Hello family and friends. Nothing exciting happening but I thought I should update what's been going on with chemo and stuff.
As previously posted I was going to have chemo every 2 weeks. After my first infusion on the 9th of April we have now gone to having chemo once a month and erbitux every two weeks. The reason being I was pretty sick and out of commission for over a week with the first treatment. When I went in for the second treatment two weeks later, Dr. Moriarty wasn't having it. Basically he said "no cpt today."
At first I was upset because I just wanted to keep pushing and get it done, though deep down I was relieved. Dr. Moriarty explained that I can't be that sick for that long and just keep getting pumped with chemo because my body will have zero immune system to fight with, along with the fact of having no quality of life. He of course is right as always.

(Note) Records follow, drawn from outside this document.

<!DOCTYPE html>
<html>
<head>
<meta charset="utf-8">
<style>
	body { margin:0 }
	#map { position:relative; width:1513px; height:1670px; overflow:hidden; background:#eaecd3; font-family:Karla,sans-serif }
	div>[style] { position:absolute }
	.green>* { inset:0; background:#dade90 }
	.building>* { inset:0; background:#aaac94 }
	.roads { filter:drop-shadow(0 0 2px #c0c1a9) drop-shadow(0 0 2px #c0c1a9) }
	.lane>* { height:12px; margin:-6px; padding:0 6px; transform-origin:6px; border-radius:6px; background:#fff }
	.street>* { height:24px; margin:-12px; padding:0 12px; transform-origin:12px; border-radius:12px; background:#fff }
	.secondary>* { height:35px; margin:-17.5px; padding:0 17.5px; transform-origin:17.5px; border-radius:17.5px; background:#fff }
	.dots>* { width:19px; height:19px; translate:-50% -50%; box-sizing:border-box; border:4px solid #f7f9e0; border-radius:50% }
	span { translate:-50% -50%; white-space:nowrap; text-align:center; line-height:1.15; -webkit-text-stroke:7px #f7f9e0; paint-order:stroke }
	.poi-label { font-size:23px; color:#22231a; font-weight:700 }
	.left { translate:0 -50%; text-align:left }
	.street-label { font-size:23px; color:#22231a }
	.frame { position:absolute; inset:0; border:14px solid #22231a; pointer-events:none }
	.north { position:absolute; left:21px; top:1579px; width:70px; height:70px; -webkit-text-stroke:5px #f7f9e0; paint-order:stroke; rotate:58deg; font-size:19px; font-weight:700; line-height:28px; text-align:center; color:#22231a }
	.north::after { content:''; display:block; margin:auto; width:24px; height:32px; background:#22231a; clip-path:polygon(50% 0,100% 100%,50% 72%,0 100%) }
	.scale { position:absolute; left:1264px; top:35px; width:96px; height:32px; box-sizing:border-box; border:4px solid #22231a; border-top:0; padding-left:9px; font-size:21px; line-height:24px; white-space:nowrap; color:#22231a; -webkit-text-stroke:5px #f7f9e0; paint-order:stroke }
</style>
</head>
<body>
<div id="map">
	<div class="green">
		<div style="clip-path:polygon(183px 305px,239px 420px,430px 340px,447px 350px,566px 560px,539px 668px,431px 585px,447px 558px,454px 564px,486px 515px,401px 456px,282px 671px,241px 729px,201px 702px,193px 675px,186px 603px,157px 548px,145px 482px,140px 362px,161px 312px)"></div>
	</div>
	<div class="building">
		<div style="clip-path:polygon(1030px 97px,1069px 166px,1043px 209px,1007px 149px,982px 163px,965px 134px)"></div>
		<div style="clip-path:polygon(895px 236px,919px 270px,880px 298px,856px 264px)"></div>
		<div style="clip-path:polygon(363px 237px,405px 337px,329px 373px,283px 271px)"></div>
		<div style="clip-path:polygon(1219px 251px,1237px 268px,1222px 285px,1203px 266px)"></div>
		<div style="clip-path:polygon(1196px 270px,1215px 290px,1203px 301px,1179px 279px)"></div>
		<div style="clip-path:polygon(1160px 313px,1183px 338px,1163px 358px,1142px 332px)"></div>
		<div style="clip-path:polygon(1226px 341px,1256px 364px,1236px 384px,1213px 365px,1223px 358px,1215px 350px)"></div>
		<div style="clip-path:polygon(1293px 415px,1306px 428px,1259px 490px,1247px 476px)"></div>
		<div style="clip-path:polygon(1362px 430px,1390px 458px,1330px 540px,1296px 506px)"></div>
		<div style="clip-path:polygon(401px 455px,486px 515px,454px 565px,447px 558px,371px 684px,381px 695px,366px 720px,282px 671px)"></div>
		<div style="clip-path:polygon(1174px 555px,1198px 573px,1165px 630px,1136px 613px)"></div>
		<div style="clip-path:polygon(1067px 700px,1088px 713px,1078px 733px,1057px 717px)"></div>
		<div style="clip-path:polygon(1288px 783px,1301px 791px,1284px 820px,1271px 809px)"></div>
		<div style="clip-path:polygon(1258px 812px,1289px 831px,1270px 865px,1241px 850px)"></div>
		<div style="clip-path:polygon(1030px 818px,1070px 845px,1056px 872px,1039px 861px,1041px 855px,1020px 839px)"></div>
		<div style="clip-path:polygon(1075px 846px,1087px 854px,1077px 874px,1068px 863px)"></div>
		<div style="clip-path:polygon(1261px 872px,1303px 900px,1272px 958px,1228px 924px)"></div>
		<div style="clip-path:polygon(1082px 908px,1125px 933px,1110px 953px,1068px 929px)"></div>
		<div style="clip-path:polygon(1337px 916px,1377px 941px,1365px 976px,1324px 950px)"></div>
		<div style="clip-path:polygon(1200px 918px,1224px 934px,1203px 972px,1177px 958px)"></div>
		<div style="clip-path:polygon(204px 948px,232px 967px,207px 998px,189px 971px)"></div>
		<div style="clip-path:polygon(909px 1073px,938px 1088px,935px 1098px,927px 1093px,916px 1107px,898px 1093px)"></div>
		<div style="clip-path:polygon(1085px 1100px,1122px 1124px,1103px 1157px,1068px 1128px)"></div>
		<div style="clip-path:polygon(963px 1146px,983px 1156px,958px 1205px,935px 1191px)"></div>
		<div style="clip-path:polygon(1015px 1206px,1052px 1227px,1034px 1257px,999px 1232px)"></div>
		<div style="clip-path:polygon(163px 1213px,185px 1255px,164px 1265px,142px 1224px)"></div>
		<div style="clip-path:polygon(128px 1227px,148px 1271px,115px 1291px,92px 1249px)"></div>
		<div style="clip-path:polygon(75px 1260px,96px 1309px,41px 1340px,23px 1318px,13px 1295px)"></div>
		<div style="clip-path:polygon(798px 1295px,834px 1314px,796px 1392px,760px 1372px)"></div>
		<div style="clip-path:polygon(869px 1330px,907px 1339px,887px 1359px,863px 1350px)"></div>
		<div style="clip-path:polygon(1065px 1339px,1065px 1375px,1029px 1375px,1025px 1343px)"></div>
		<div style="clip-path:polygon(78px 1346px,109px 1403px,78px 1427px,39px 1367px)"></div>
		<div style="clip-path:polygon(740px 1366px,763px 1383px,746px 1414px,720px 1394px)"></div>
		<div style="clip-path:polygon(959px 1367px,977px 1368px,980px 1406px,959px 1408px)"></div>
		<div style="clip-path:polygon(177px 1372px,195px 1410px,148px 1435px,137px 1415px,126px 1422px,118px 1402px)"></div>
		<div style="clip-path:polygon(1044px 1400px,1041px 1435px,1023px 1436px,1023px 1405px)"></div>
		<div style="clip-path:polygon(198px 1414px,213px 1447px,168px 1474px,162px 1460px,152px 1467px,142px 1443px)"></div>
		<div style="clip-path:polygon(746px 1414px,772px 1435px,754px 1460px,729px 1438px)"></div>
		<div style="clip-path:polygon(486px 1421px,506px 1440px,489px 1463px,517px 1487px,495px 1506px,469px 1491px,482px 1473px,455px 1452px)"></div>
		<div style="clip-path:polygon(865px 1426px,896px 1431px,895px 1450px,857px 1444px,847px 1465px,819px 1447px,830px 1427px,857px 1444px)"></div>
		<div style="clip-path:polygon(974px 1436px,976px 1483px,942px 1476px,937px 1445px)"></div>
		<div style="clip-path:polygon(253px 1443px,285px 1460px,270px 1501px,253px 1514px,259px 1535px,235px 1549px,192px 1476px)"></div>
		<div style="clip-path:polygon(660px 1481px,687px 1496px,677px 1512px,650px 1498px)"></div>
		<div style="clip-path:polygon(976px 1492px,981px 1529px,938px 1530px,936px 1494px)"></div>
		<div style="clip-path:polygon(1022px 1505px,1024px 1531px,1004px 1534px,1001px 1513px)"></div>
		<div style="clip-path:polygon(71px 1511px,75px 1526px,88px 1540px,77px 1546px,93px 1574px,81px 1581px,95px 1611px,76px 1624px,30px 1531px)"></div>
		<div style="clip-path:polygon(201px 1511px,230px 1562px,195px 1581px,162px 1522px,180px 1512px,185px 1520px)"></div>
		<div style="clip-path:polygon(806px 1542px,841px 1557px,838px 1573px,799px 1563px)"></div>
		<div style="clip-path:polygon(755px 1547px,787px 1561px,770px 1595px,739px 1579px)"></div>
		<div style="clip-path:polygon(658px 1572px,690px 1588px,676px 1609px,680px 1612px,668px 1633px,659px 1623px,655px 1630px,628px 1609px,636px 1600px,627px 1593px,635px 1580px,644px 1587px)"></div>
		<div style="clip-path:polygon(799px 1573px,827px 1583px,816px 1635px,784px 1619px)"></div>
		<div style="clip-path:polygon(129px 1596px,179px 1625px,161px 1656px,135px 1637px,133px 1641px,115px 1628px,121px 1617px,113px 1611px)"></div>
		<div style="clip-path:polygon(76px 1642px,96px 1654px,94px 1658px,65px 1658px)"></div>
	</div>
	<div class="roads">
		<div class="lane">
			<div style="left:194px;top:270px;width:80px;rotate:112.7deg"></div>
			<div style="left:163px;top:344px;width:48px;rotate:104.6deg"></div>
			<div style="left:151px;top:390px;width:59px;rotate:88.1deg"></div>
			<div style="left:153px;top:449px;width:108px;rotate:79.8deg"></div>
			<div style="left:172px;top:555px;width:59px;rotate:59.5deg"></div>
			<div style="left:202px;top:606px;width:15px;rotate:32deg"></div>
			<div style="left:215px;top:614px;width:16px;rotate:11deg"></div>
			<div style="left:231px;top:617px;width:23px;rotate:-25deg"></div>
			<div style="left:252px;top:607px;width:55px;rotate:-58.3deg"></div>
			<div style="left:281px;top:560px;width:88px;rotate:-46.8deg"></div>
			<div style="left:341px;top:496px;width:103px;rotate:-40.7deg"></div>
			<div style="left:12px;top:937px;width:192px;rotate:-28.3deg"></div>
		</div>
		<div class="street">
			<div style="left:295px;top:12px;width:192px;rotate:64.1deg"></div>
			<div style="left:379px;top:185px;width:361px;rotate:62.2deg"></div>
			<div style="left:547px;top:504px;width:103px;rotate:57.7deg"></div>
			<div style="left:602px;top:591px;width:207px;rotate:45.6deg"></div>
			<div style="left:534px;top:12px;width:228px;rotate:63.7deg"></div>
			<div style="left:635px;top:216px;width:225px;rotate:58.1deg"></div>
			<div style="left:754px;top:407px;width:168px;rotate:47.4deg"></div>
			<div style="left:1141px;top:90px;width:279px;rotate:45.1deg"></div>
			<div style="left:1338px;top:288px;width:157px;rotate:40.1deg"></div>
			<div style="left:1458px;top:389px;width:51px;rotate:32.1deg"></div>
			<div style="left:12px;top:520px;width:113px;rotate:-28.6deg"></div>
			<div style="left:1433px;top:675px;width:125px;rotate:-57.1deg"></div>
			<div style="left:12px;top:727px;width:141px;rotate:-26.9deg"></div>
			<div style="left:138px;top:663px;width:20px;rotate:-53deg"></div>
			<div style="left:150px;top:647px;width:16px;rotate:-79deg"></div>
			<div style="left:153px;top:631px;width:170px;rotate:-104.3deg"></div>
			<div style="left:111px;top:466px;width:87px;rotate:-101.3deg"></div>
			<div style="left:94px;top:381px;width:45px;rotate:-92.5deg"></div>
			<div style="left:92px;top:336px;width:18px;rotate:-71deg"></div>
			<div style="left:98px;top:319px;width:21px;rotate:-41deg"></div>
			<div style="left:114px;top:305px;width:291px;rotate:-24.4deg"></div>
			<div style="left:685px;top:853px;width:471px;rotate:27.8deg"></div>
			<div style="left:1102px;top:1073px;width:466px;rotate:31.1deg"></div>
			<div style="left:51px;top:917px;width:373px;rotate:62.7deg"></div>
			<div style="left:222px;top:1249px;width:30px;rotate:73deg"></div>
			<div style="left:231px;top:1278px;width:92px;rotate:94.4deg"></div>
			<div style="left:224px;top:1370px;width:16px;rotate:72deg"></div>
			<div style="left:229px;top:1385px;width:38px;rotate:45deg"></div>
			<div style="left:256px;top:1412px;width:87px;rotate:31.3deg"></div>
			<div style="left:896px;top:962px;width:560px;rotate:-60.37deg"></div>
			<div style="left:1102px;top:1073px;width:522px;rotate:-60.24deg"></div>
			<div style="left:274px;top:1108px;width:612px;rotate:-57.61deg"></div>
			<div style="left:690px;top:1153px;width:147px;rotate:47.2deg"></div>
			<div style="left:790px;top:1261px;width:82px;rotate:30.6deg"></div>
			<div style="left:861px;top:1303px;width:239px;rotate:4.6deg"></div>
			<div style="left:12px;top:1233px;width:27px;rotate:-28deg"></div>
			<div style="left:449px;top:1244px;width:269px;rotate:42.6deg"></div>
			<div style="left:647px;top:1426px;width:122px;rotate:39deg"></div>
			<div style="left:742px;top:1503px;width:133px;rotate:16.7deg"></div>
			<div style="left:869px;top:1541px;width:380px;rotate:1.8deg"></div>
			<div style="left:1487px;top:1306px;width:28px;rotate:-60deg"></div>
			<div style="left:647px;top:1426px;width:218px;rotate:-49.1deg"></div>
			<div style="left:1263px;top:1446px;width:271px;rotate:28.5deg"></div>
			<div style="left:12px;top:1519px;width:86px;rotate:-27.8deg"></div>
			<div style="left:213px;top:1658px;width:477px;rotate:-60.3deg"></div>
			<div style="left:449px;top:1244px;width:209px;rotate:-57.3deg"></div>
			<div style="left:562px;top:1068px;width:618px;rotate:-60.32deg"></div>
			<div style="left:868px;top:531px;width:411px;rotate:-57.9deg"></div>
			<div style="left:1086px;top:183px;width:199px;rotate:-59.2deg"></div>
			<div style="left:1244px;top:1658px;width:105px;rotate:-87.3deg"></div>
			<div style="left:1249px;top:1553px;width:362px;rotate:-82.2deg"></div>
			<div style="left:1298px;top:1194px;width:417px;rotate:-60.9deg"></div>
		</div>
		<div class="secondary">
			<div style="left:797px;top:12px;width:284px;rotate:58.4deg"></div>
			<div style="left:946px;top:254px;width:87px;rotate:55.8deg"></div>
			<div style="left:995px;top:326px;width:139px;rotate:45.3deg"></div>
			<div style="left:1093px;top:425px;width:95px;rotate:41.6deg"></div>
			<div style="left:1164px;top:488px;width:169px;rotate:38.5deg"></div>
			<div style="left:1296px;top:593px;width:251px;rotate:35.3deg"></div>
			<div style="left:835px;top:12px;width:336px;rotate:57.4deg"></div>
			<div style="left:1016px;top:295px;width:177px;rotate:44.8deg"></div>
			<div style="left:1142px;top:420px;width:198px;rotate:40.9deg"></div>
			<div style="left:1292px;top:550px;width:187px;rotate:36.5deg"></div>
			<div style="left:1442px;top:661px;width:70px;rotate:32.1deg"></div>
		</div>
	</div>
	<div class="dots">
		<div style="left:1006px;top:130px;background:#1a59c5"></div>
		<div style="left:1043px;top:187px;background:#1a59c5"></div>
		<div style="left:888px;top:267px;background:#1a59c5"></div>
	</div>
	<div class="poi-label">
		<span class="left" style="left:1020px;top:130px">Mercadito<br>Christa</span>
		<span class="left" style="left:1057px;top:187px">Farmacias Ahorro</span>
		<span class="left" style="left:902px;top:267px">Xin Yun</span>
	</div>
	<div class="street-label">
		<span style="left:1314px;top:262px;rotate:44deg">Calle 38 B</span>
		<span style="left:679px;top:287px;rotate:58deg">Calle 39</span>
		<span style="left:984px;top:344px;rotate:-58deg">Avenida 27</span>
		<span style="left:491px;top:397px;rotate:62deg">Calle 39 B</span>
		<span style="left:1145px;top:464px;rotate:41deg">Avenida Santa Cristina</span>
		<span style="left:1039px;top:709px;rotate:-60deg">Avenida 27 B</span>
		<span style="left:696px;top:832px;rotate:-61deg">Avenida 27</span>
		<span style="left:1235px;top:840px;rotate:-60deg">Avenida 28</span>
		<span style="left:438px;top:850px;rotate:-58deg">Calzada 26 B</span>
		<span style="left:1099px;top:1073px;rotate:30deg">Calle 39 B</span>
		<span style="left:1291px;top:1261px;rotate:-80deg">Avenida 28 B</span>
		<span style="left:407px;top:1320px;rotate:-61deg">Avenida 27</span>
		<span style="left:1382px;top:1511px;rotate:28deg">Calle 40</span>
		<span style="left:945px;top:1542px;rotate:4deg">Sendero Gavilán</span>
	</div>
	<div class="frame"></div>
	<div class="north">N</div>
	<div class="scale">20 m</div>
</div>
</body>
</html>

I realized how right he was when I went in for chemo May 7th. I was thinking maybe it wasn't as bad as I thought. Well it was. I was knocked on my rear for about 10 days. I have always gotten sick from chemo, but this time I feel sicker and physically unable to do much. I stay in bed most of the time just unable to move. That's how it feels. I don't know why but that's just the way it has been going. Then the it just stops. I start feeling normal and it's like nothing happened (theoretically). It has left me quite puzzled. But I am very grateful for the 3 weeks to recover, so like I said Dr. Moriarty is always right.
So I am due again for June 4th. I haven't met with Dr. Moriarty in a few weeks as he has been on vacation, so I don't know what the plan is for the chemo schedule long term. I will be seeing him on the 3rd of June so I will know more then. My CEA still is hovering at 30 or so. It hasn't gone up or down last time we checked, and I assume I will have a scan in about a month or so, and we have an idea if its all working. Which I know it is.
The week long sick time has been really tough on the kids, and our little family in general. I am physically here but not. Mentally to be honest this last round I had, at the end of the week I was feeling emotionally shattered. I lay there trying to tell myself the"chemo is working, you're not dying, you're just sick from the chemo, you're sick from the chemo." But towards the end of the week I feel like a fool, that I'm just kidding myself. Then I see the kids and my heart aches and they are wondering when am I going to start feeling better, and I have no answer. I hate that they don't see me all week. I hate that they know I'm in bed not feeling well. I hate it all.
Then "poof" I don't feel sick anymore, and I can't believe all the terrible things I was thinking and feeling. It is a very draining cycle. But this is the battle of cancer and I am hardly and unfortunately, not alone. I draw such strength from my friends who are battling, who have been on long term chemo for well over a year or more, who are on their 3rd of 4th cancer, who are in clinical trials, who are have exhausted all their options and still live life. And that's what ya gotta do.
As always the support, love and prayers have been amazing, and we are so, so grateful. I know this is so hard on everyone around me, and I thank everyone who continues to sacrifice for us and love us and who keeps on praying for us. Thank you, thank you, thank you.